Survivors of the tragic smuggling incident in southwest San Antonio, in which 10 undocumented immigrants were found dead in a trailer parked in a Walmart parking lot, will no longer testify against the man who was driving the trailer, according to officials.
Daryl Fields, a spokesperson for the U.S. Attorney’s Office, declined to elaborate on the motion to dismiss the witnesses, saying they “do not comment on our prosecutorial decision-making process.”
These survivors have been unable to leave San Antonio since July 23, when San Antonio police found 38 people in the sweltering cargo trailer. By the time they were discovered by authorities, eight passengers had already died from severe heat exposure. Two more passengers died in the hospital later that day, and around 20 passengers were taken to local hospitals in “extremely severe” or critical condition.
Fields did not indicate that a plea deal had been reached with James Bradley Jr., the driver of the truck who was indicted on five criminal charges, including “conspiracy to transport aliens” for financial gain resulting in death, and possession of a firearm by a convicted felon. If convicted, Bradley could face the death penalty. A trial date for Bradley has yet to be scheduled.
Survivors of the failed smuggling attempt were held in a federal immigrant detention center in downtown San Antonio after the trailer was discovered— specifically because feds said it was necessary to hold them to make sure they stuck around to testify.
McCrum told the Current he was disturbed by several aspects of the dismissal of the witnesses. According to McCrum, he wasn’t forewarned that the witnesses would be dismissed, so he did not have the opportunity to talk to his clients in detention to explain the situation.
McCrum was also critical of the fact that none of the witnesses were released on bond while they waited to testify. “I think that’s particularly unfair considering what they went through,” McCrum said.
According to McCrum, the sole female witness among the survivors who were scheduled to testify has spent her time in detention “without anybody to socialize with,” while the rest of the survivors, all men, at least had each other while in detention.

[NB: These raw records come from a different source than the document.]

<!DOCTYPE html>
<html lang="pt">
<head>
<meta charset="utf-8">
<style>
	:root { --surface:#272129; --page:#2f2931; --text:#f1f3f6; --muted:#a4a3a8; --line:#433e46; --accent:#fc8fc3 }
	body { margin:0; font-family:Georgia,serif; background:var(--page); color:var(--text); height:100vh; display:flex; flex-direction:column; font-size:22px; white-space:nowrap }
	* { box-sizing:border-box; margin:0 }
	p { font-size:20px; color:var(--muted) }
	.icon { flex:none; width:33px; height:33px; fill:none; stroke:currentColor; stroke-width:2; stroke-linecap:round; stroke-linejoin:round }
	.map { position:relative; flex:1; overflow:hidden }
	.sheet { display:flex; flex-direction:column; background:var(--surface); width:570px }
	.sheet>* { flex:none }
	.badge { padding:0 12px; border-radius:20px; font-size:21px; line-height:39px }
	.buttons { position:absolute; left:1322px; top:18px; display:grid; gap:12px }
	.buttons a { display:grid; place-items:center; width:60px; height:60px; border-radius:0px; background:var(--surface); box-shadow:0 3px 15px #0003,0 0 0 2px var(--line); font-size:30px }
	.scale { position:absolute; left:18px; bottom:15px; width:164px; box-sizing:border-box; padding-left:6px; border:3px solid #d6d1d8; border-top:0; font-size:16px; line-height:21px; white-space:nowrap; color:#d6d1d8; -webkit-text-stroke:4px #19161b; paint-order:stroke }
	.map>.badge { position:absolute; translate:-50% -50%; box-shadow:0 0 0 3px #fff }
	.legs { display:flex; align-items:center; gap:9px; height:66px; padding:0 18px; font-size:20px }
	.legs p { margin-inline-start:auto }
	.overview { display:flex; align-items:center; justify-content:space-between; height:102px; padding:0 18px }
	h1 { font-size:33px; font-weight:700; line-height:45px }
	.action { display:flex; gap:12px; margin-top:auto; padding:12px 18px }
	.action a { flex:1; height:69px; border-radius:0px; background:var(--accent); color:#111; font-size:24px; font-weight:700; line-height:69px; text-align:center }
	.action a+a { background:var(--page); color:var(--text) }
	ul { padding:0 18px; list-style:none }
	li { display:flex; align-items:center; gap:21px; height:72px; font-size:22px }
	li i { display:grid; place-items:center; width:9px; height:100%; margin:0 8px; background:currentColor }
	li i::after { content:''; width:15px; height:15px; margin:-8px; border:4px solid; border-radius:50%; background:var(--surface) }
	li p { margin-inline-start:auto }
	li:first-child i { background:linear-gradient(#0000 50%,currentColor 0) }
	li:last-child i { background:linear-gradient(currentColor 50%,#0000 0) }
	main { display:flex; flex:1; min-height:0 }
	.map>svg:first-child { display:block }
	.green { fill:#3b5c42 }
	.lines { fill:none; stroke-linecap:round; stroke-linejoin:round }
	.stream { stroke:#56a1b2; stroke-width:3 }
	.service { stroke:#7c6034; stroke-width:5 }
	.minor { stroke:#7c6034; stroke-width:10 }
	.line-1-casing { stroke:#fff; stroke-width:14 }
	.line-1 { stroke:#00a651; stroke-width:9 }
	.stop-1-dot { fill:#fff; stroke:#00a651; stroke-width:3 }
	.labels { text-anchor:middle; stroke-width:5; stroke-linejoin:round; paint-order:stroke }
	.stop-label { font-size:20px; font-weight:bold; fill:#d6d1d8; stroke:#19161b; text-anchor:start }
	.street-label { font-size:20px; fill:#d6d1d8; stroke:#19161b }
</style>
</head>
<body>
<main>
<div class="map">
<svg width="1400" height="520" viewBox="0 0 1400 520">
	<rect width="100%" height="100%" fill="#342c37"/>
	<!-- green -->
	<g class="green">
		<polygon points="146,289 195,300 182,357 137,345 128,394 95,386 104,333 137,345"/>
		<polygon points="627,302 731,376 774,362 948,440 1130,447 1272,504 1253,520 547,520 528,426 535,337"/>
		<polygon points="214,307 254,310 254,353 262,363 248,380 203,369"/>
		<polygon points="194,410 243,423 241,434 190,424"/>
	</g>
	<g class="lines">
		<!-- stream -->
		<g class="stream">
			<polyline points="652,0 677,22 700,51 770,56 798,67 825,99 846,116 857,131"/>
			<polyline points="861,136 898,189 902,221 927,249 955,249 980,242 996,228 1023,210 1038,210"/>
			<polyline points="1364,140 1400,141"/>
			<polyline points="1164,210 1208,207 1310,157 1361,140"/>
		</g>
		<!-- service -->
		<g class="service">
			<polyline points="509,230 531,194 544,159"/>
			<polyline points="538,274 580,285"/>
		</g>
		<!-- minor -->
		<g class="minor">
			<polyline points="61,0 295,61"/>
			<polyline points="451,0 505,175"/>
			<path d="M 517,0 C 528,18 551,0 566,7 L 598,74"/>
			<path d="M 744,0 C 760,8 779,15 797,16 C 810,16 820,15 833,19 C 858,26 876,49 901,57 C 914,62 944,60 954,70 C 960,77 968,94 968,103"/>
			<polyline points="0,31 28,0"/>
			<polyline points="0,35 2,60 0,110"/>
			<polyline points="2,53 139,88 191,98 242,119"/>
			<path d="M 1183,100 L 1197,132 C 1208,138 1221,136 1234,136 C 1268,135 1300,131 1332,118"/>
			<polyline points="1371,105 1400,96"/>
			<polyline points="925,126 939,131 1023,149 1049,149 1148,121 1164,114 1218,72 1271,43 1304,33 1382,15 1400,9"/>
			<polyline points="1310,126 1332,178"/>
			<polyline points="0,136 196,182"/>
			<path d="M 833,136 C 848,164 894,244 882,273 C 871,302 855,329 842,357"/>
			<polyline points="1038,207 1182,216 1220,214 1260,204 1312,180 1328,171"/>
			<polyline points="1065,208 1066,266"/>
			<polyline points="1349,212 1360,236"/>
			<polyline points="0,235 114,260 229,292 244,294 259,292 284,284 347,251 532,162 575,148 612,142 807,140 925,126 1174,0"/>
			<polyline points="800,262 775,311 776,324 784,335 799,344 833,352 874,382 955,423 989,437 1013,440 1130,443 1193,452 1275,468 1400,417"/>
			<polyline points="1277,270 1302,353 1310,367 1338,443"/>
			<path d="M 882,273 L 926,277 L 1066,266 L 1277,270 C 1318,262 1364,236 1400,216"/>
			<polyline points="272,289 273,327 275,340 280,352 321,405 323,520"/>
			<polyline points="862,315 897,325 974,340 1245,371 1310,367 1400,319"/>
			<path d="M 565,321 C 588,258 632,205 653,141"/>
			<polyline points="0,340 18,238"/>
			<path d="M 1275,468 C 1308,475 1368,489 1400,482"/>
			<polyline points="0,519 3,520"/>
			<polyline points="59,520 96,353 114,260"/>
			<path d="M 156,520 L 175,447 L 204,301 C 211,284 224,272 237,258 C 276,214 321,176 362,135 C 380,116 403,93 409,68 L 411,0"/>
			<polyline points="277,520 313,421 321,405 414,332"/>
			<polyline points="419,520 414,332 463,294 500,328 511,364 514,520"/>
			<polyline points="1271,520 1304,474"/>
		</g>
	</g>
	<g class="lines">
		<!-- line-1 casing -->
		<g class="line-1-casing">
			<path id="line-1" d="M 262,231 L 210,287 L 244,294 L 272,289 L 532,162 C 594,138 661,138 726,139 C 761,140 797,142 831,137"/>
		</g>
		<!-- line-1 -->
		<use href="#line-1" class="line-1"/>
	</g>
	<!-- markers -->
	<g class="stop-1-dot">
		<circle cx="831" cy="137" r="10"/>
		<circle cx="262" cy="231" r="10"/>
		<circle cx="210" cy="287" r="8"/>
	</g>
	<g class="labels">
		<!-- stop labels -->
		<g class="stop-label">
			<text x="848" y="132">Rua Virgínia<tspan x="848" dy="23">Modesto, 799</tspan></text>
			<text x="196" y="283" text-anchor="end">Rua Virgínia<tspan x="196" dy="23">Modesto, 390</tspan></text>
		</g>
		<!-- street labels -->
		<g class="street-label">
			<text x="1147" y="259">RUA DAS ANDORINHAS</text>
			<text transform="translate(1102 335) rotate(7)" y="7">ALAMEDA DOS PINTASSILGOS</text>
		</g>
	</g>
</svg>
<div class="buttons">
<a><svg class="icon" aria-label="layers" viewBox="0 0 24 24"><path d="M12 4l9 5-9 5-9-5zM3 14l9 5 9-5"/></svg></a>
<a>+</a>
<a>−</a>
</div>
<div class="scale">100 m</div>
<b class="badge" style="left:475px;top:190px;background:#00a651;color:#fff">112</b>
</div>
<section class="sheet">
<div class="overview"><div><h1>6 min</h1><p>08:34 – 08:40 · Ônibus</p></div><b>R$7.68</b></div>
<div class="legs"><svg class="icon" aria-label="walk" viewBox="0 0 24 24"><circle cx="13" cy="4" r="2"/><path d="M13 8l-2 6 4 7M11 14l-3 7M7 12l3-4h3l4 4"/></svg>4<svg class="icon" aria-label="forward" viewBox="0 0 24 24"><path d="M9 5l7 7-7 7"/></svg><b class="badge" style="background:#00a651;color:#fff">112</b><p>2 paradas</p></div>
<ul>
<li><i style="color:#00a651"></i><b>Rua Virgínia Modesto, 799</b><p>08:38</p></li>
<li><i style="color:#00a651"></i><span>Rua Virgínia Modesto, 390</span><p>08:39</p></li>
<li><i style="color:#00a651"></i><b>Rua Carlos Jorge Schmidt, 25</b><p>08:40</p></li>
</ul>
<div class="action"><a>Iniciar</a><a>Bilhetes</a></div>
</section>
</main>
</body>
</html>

Now that they are no longer required to testify, they will be “turned over to immigration authorities for processing,” according to Fields. The survivors could face deportation proceedings now that their fate is in the hand of immigration officials.
“These immigrants have cooperated with everything, some of which were in the hospital and were interviewed while in the hospital, and yet the government just tosses them around exactly like these smugglers they’re trying to prosecute toss them around,” McCrum said. “People forget these are people, not chess pieces.”
“I can only assume that the government reached some type of agreement with Bradley, so they no longer needed the witnesses,” Mike McCrum, the attorney who was representing the witnesses, told the Current.
Two days prior to the scheduled depositions of 22 people who were in the trailer, U.S. Magistrate Judge Elizabeth S. Chestney signed off on a motion by the U.S. Attorney’s Office to dismiss the witnesses from the case.